If you want a beautiful onsen town you walk around at night in a yukata, go to Kinosaki. If you want a ryokan overnight near Tokyo, go to Hakone. If you want to try five different kinds of thermal bathing in two days, Beppu is the only place that does it.

Should you combine Beppu with Yufuin?

Yes, if you have two nights. Yufuin is about an hour from Beppu by the Yufu limited express, and the two places complement each other. Yufuin is a small, photogenic onsen village with a main shopping street leading to Kinrinko lake, backed by mountains. It is the quaint onsen experience that Beppu is not. A half day in Yufuin is enough to walk the main street, soak in one bath, and eat lunch before heading back.

The suggested sequence: base in Beppu for the first night, do the hells and sand bath. Second day, take the Yufu train to Yufuin for the morning and early afternoon, then return to Beppu or head back to Fukuoka on the Sonic. The Yufu runs about 4 departures per day, so check the schedule before you go.

What do you eat in Beppu?

Jigoku mushi. Food steamed by natural hot spring vapour in the Kannawa district. You rent a steam chamber, buy ingredients at a counter (eggs, vegetables, seafood, pudding), and wait while the geothermal steam does the cooking. The steam adds a faint mineral taste. Budget ¥1,000 to ¥2,500 total for the chamber rental and food.

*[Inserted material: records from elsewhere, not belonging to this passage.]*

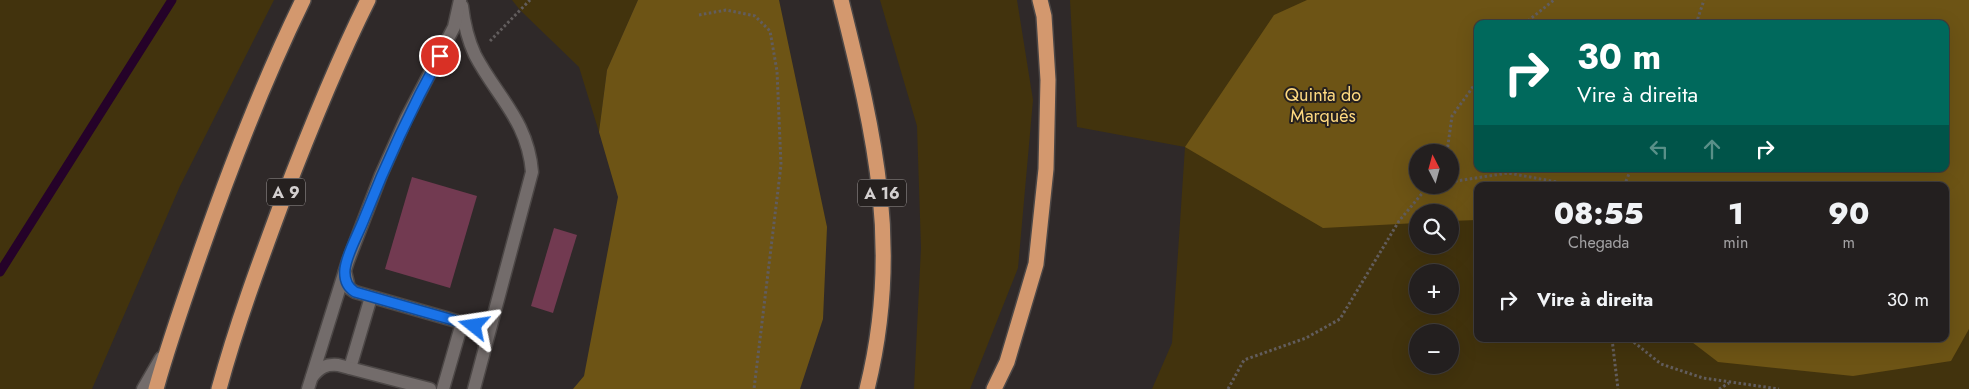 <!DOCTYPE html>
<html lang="pt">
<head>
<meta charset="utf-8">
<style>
  :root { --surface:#231f1f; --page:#2b2728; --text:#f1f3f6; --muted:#a3a2a4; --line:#403d3d }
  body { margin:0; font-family:Jost,sans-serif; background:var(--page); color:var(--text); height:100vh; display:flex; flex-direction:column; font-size:19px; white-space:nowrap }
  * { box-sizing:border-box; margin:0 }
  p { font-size:16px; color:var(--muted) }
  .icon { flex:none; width:28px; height:28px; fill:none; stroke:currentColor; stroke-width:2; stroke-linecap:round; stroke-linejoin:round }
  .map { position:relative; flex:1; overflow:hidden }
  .drawer { position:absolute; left:1474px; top:182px; width:475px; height:160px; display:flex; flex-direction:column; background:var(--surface); border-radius:10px; box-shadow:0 5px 20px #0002,0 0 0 1px var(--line) }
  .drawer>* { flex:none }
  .top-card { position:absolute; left:1474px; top:20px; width:475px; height:152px; border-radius:10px; box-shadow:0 5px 20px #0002,0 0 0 1px var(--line); background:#00695c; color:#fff; overflow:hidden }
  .needle { width:32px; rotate:354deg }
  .tools { position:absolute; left:1409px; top:144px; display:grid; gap:10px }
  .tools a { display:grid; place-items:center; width:50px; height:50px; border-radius:50%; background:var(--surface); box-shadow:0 5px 20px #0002,0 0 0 1px var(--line); font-size:25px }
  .pin { position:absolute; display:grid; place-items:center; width:42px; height:42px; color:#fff; margin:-21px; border:2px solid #fff; border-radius:50%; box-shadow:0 1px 5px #0007 }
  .me { position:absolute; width:55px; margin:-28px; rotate:285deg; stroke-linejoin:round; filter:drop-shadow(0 0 4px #0008) }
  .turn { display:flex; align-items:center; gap:18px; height:105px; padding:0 20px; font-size:22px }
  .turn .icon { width:65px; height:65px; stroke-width:2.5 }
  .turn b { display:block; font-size:35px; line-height:42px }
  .lanes { display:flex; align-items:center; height:48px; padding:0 20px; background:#0003; justify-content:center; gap:25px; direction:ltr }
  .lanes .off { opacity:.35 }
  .eta { display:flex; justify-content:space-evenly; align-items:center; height:85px; text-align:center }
  .eta b { font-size:30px; font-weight:800; line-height:35px }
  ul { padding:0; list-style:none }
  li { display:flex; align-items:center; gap:15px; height:65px; padding:0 20px }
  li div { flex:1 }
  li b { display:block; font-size:19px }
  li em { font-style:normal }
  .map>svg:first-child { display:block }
  .green { fill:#42330d; fill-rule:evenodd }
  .forest { fill:#6d5415; fill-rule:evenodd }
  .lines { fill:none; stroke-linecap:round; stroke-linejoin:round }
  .stream { stroke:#250229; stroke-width:9 }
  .building { fill:#723a51 }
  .minor-casing { stroke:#4c4746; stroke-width:15 }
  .highway-casing { stroke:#4c4746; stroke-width:18 }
  .path { stroke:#625d5d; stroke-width:3; stroke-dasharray:2.5 2.5; stroke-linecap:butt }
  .minor { stroke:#736c6b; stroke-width:12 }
  .highway { stroke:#d3986e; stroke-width:15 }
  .route-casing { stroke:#114b97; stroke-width:12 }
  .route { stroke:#1a73e8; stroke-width:9 }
  .labels { text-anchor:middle; stroke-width:4; stroke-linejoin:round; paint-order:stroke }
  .shield { fill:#25201f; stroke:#a09b9b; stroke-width:1 }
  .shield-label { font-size:16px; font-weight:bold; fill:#d4d0d0 }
  .park-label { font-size:18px; fill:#fed981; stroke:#25201f }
</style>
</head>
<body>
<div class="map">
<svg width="1969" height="389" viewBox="0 0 1969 389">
  <rect width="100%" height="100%" fill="#2f2929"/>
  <g class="green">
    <path d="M 0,0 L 274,0 L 180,186 L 92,389 L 0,389 Z"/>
    <path d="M 512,0 L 638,0 L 607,70 L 599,132 L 579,67 L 520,10 Z"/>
    <path d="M 880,0 L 1017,0 L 1033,100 L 1018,268 L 970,389 L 914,389 L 921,248 L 917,126 Z"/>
    <path d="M 1070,0 L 1969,0 L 1969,389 L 1152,389 L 1172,343 L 1185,147 L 1077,127 ZM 1478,24 L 1945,24 L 1945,169 L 1478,169 ZM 1418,152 L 1450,152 L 1450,185 L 1418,185 ZM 1478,186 L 1945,186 L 1945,339 L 1478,339 ZM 1418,212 L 1450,212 L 1450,245 L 1418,245 ZM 1418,272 L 1450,272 L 1450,305 L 1418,305 ZM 1418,332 L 1450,332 L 1450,365 L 1418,365 Z"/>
  </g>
  <g class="forest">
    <path d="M 638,0 L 779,0 L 827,227 L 823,319 L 800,389 L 573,389 L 584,376 L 618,197 L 599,132 L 607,70 Z"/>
    <path d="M 1307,0 L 1969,0 L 1969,329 L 1951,361 L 1853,376 L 1718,362 L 1688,339 L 1945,339 L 1945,186 L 1478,186 L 1477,220 L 1450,221 L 1450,212 L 1418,212 L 1417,223 L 1323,228 L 1185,147 L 1274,15 ZM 1478,24 L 1945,24 L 1945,169 L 1478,169 ZM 1418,152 L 1450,152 L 1450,185 L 1418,185 Z"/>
  </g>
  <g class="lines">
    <path class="stream" d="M 0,272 L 172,0"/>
  </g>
  <g class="building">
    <path d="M 412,177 L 477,196 L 450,288 L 385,269 Z"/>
    <path d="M 554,228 L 577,235 L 553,313 L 531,306 Z"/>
  </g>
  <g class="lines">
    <g class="minor-casing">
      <g id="minor">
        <path d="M 462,6 C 464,23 468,40 475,55 C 497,97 528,121 532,172 L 474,389"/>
        <path d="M 345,271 L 349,288 L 355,292 L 474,326 L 484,336 L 485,346"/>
        <path d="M 350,368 L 371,297"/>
        <path d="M 312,377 C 320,367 326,364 338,365 L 430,389"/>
        <path d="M 143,389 L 161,358"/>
        <path d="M 308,389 L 348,261 L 381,175 L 406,119 L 454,27 L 460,0"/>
        <path d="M 443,389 L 462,323"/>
      </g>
    </g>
    <g class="highway-casing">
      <g id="highway">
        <path d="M 841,0 C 875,136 902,249 867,389"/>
        <path d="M 156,389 C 169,342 185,297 201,251 C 231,165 263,82 303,0"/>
        <path d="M 219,389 C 236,326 259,264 282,202 C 308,134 335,66 368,0"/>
        <path d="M 994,389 L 1007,362 L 1036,264 L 1046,169 L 1048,80 L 1044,16 L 1040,0"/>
      </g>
    </g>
    <g class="path">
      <path d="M 699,15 L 726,10 L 755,16 L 770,31 L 777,71 L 781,165 L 754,389"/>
      <path d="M 1524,24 L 1554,0"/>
      <path d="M 1696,24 L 1704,0"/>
      <path d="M 490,41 L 530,0"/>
      <path d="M 1447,152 L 1452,116 L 1478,80"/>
      <path d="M 1450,182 L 1508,173 L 1557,182 L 1562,186"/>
      <path d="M 1624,186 L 1631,169"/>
      <path d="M 1612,339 L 1618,389"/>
      <path d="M 1630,339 L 1661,364 L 1703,378 L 1779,389"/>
      <path d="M 1228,389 L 1244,360 L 1306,338 L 1340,319 L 1399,221 L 1425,190 L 1441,185"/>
      <path d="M 1719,389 L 1729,383"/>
    </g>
    <use href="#minor" class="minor"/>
    <use href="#highway" class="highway"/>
  </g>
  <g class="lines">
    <g class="route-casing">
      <path id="route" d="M 440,56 C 411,109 386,163 364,219 C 358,235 347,253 345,269 C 344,279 347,287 355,292 L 474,326"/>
    </g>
    <use href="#route" class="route"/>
  </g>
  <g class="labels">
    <g class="shield">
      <rect x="267" y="178.5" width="38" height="27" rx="4"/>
      <rect x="858" y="179.5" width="48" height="27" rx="4"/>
    </g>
    <g class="shield-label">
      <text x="286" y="198">A 9</text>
      <text x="882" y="199">A 16</text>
    </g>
    <g class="park-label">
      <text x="1323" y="101">Quinta do<tspan x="1323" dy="21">Marquês</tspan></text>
    </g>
  </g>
</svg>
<div class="tools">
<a><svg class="needle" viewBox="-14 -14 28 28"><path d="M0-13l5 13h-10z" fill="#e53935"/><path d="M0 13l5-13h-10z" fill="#a3a2a4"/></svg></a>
<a><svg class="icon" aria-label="search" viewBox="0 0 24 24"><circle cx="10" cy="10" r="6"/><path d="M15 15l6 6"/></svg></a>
<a>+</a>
<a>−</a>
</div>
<div class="pin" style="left:440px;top:56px;background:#d93025"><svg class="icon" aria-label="arrive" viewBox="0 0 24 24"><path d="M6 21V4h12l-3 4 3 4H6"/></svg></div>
<svg class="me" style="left:474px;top:326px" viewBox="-20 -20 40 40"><path d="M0-17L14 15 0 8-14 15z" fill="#1a73e8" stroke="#fff" stroke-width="4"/></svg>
<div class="top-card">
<div class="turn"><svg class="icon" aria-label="right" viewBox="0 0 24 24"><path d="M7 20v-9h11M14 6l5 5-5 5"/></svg><div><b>30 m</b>Vire à direita</div></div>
<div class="lanes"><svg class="icon off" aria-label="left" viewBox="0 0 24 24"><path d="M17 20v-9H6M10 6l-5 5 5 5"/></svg><svg class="icon off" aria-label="ahead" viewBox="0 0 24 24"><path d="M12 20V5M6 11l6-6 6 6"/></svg><svg class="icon" aria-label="right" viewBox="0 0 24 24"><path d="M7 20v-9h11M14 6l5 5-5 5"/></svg></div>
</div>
<section class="drawer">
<div class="eta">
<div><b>08:55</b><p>Chegada</p></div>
<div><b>1</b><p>min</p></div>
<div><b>90</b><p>m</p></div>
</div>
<ul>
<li><svg class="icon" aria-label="right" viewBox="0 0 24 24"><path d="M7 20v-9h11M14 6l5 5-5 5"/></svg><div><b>Vire à direita</b></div><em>30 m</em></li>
</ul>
</section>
</div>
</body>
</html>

Toriten. Beppu is in Oita Prefecture, and the local specialty is fried chicken. Oita-style toriten is tempura-battered chicken thigh served with ponzu dipping sauce. You will find it at izakaya and casual restaurants throughout the city.

Beyond these two, Beppu does not have the food depth of Fukuoka or Osaka. If you are combining it with a Fukuoka itinerary, eat your fill in Fukuoka before heading east.

How do you get there and how long do you need?

The JR Sonic limited express from Hakata (Fukuoka) to Beppu takes about 2 hours and runs along the northern Kyushu coast. It is covered by both the Northern Kyushu and All Kyushu JR passes. If you are coming from Kansai, the overnight Sunflower Ferry from Osaka docks in Beppu and costs from about ¥12,000 depending on the cabin. The ferry is an overnight experience in itself.

One night is enough if you want to do the hells and one bathing experience (sand bath or public onsen). Two nights lets you fit in Yufuin, try the mud bath, eat jigoku mushi, and actually relax between baths instead of rushing through a checklist. Budget ¥6,000 to ¥10,000 per night for business hotels near Beppu Station.

The honest assessment: Beppu is not worth a special trip from Tokyo or Osaka just for the onsen. It works as a stop on a Kyushu train loop or a day trip from Fukuoka (if you only want the hells). The overnight is what makes Beppu work, because the best parts happen when you slow down: a sand bath in the afternoon, a steam-cooked meal at Kannawa, a ¥100 public bath before bed. If you are already in Southern Japan, add it to the loop.